Our results differ from other biodiversity-ecosystem functioning studies, suggesting that predator richness effects were driven by SEs only (that is, DE and TDC; for example, see Bruno and O’Connor (2005) and Douglass et al. (2008)). Furthermore, the potential increase in complementarity appears to contradict many previously established paradigms that inter-predator competition, negative interactions and/or intra-guild predation are common and pre-dominant features of predator communities (Polis and Holt, 1992; Arim and Marquet, 2004). If predators interact negatively via intraguild predation or interference, then increasing predator richness may indeed reduce their total impact on prey abundance (Sih et al.,1985; Finke and Denno 2004; Schmitz, 2007). Here, we provide contrary evidence that diverse protists mixtures substantially reduced bacterial cell numbers (Supplementary Figure 2). This is further supported by theory (Thebault and Loreau, 2003, 2006), suggesting that increasing generalist predator richness may have a greater effect on prey abundance than increasing specialist predator richness, as well as by field and laboratory studies (Gamfeldt et al., 2005; Byrnes et al., 2006; Griffin et al., 2008) showing that higher consumer or predator biomass because of increasing richness concomitantly resulted in reduced prey biomass.

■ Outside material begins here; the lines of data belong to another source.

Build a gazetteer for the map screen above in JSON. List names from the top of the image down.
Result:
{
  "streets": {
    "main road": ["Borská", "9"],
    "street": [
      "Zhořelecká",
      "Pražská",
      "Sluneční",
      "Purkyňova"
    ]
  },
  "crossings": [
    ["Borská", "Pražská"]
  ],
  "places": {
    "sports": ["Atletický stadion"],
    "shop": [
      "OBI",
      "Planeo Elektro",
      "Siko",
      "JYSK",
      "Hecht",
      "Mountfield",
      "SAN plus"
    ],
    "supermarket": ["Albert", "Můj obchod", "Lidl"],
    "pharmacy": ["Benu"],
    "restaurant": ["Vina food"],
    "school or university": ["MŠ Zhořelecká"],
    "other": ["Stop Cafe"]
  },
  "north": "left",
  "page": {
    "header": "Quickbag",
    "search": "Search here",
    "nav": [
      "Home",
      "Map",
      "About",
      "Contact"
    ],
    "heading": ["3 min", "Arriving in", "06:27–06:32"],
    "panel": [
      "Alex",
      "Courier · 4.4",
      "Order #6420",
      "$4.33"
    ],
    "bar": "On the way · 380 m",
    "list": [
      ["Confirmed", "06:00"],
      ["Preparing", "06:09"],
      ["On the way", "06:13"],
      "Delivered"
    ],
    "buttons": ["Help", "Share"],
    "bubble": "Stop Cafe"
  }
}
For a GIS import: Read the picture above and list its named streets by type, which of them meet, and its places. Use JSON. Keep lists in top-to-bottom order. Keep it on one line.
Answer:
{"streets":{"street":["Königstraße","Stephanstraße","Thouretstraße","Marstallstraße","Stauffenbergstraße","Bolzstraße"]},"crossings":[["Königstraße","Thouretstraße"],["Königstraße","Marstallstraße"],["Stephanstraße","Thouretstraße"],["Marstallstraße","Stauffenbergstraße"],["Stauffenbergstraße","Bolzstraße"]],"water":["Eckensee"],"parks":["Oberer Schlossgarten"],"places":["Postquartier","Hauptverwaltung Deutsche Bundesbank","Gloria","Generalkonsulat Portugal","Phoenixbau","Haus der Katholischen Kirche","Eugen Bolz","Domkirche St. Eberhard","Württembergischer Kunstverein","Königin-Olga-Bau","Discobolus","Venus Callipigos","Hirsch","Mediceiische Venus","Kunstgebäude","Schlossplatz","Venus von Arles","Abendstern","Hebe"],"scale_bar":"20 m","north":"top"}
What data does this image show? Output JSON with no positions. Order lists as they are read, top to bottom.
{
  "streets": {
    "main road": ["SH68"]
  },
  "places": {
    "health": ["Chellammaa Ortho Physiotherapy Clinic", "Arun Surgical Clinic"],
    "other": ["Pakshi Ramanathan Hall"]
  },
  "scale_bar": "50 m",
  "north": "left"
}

So far, evenness has been investigated only in the context of predator/herbivore impact on prey/plant community evenness. Predation may, for instance, reduce evenness in plant species by affecting herbivore species (Schmitz, 2008). Similarly, O’Connor and Bruno (2009) and Leroux and Loreau (2009) showed that shrimps significantly reduced prey richness and evenness. However, the impact of prey richness on predator evenness has not received much attention and is basically unknown for microbial systems in the context of trophic interactions (Chen et al., 2011). Although our set up included only one type of multiple predation with three protists, the results point to a potentially positive bottom-up effect of bacterial prey richness on protist evenness (Figure 2). This is further in line with some recent evidence on the bottom-up effect of resources on consumer community evenness (Kominoski et al., 2011). As any change in biodiversity is first exhibited as shifting relative abundance rather than local extinction (Chapin et al., 2000; Wilsey and Potvin, 2000), evenness is more prone to disturbance than species richness. Species loss from real ecological communities is not a random process, and less productive or competitive species are more susceptible to extinction (Estes et al., 2011). Diverse bacterial prey resources seem to maintain the balance of protist predator communities, which are believed to be already threatened by anthropogenic biodiversity alterations (Cotterill et al., 2008). This suggests that the restoration of ecosystem function also requires a reinstatement of species evenness, rather than just the conservation of richness.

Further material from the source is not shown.